ABOUT THIS EXERCISE: The reply should hold every line of the listing exactly, and none of its images.

_____

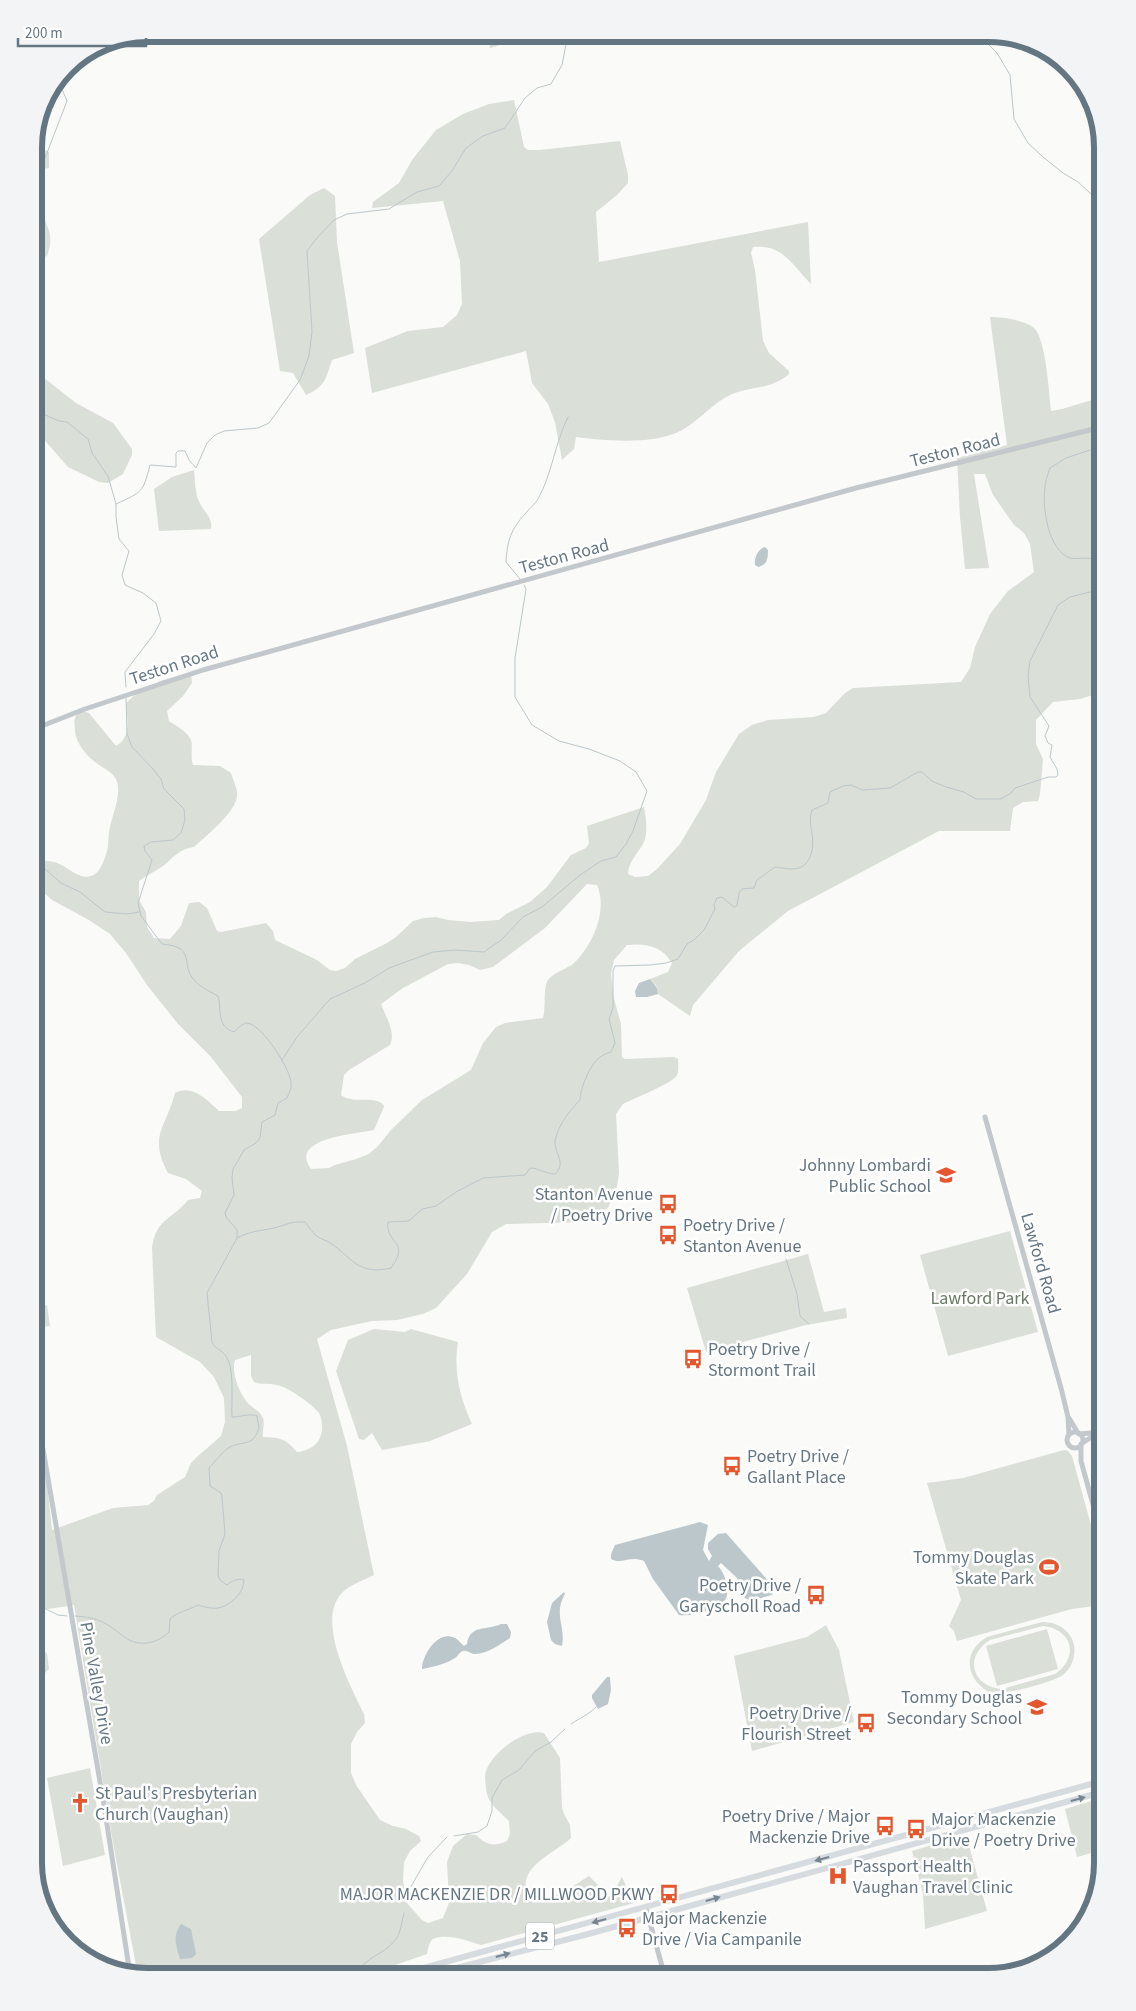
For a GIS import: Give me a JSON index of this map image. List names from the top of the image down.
{
  "streets": {
    "main road": ["25"],
    "street": ["Teston Road", "Lawford Road", "Pine Valley Drive"]
  },
  "parks": ["Lawford Park"],
  "places": {
    "school or university": ["Johnny Lombardi Public School", "Tommy Douglas Secondary School"],
    "bus stop": [
      "Stanton Avenue / Poetry Drive",
      "Poetry Drive / Stanton Avenue",
      "Poetry Drive / Stormont Trail",
      "Poetry Drive / Gallant Place",
      "Poetry Drive / Garyscholl Road",
      "Poetry Drive / Flourish Street",
      "Poetry Drive / Major Mackenzie Drive",
      "Major Mackenzie Drive / Poetry Drive",
      "MAJOR MACKENZIE DR / MILLWOOD PKWY",
      "Major Mackenzie Drive / Via Campanile"
    ],
    "sports": ["Tommy Douglas Skate Park"],
    "church": ["St Paul's Presbyterian Church (Vaughan)"],
    "hospital": ["Passport Health Vaughan Travel Clinic"]
  },
  "scale_bar": "200 m"
}
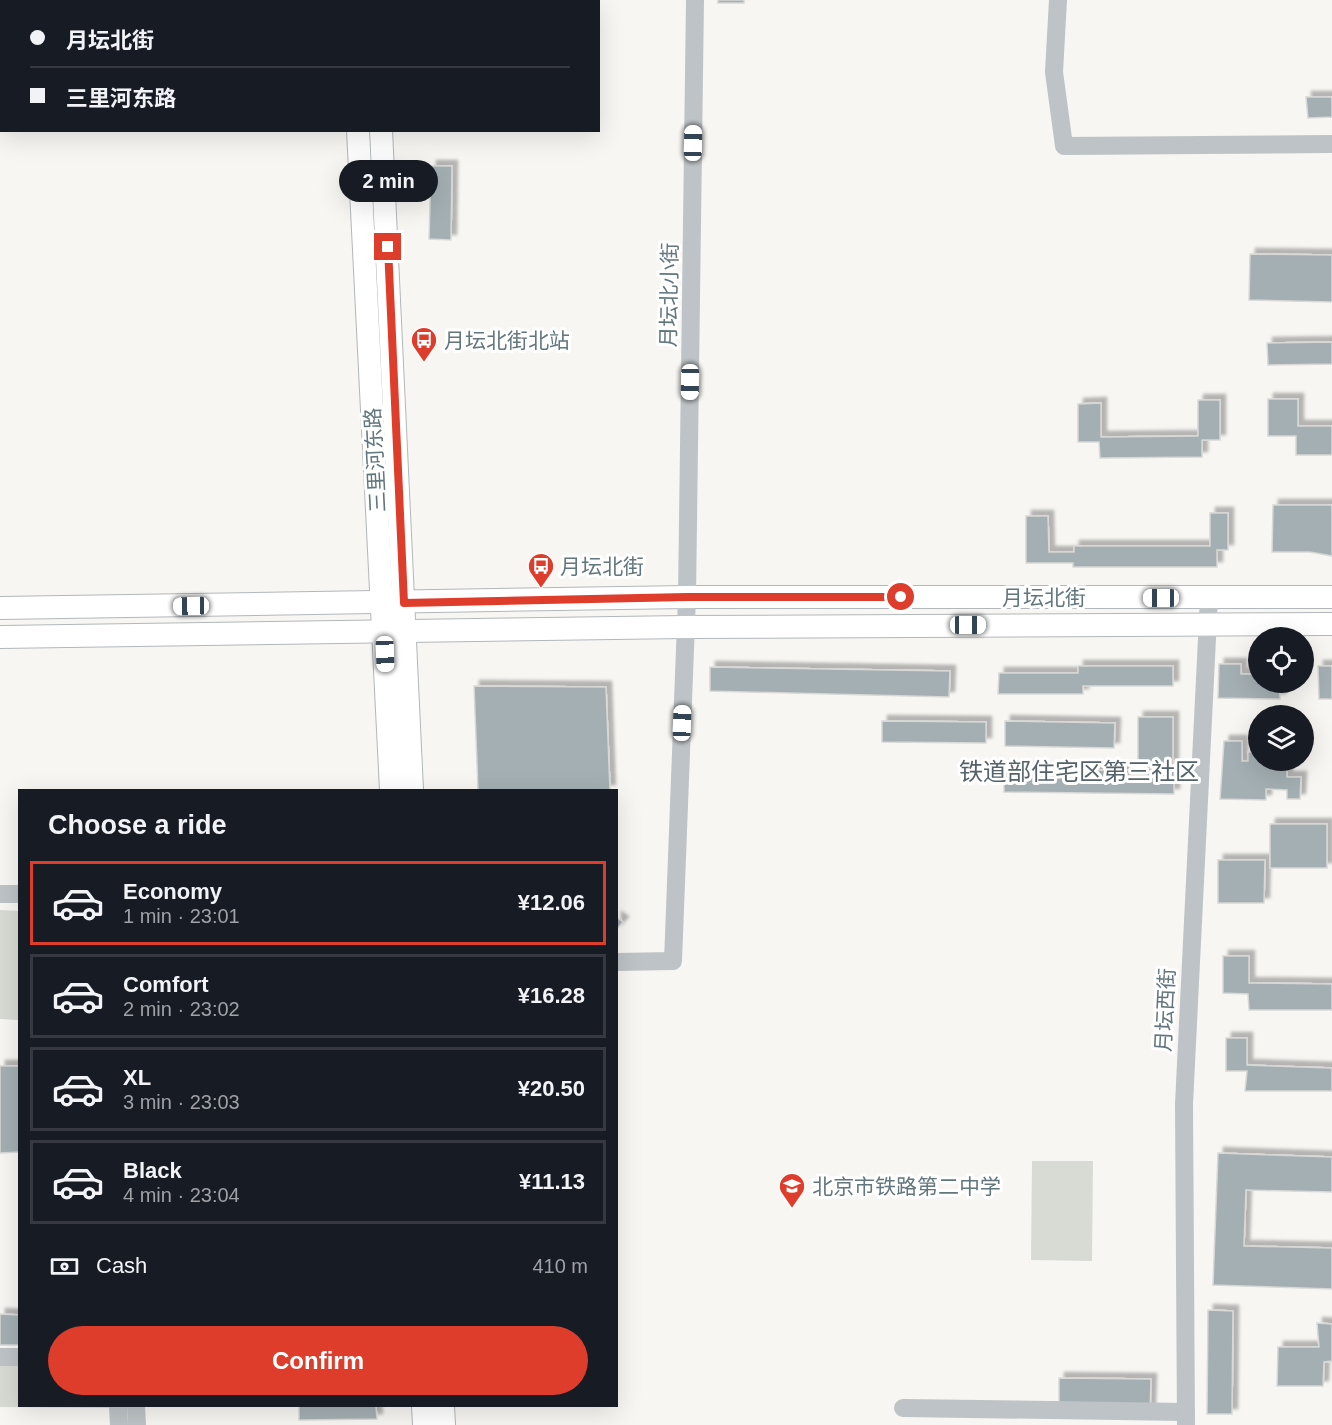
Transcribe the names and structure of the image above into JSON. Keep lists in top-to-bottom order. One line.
{"streets":{"main road":["三里河东路","月坛北街"],"street":["月坛北小街","月坛西街"]},"crossings":[["月坛北小街","月坛北街"],["三里河东路","月坛北街"],["月坛北街","月坛西街"]],"districts":["铁道部住宅区第三社区"],"places":{"bus stop":["月坛北街北站","月坛北街"],"school or university":["北京市铁路第二中学"]},"page":{"banner":["月坛北街","三里河东路"],"bubble":"2 min","heading":"Choose a ride","list":[{"name":"Economy","note":"1 min · 23:01","value":"¥12.06"},{"name":"Comfort","note":"2 min · 23:02","value":"¥16.28"},{"name":"XL","note":"3 min · 23:03","value":"¥20.50"},{"name":"Black","note":"4 min · 23:04","value":"¥11.13"}],"pay":["Cash","410 m"],"buttons":"Confirm"}}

_____

WRITTEN RESPONSE:
For a GIS import: Give me a JSON index of this map image. List names from the top of the image down.
{
  "streets": {
    "main road": ["25"],
    "street": ["Teston Road", "Lawford Road", "Pine Valley Drive"]
  },
  "parks": ["Lawford Park"],
  "places": {
    "school or university": ["Johnny Lombardi Public School", "Tommy Douglas Secondary School"],
    "bus stop": [
      "Stanton Avenue / Poetry Drive",
      "Poetry Drive / Stanton Avenue",
      "Poetry Drive / Stormont Trail",
      "Poetry Drive / Gallant Place",
      "Poetry Drive / Garyscholl Road",
      "Poetry Drive / Flourish Street",
      "Poetry Drive / Major Mackenzie Drive",
      "Major Mackenzie Drive / Poetry Drive",
      "MAJOR MACKENZIE DR / MILLWOOD PKWY",
      "Major Mackenzie Drive / Via Campanile"
    ],
    "sports": ["Tommy Douglas Skate Park"],
    "church": ["St Paul's Presbyterian Church (Vaughan)"],
    "hospital": ["Passport Health Vaughan Travel Clinic"]
  },
  "scale_bar": "200 m"
}
Transcribe the names and structure of the image above into JSON. Keep lists in top-to-bottom order. One line.
{"streets":{"main road":["三里河东路","月坛北街"],"street":["月坛北小街","月坛西街"]},"crossings":[["月坛北小街","月坛北街"],["三里河东路","月坛北街"],["月坛北街","月坛西街"]],"districts":["铁道部住宅区第三社区"],"places":{"bus stop":["月坛北街北站","月坛北街"],"school or university":["北京市铁路第二中学"]},"page":{"banner":["月坛北街","三里河东路"],"bubble":"2 min","heading":"Choose a ride","list":[{"name":"Economy","note":"1 min · 23:01","value":"¥12.06"},{"name":"Comfort","note":"2 min · 23:02","value":"¥16.28"},{"name":"XL","note":"3 min · 23:03","value":"¥20.50"},{"name":"Black","note":"4 min · 23:04","value":"¥11.13"}],"pay":["Cash","410 m"],"buttons":"Confirm"}}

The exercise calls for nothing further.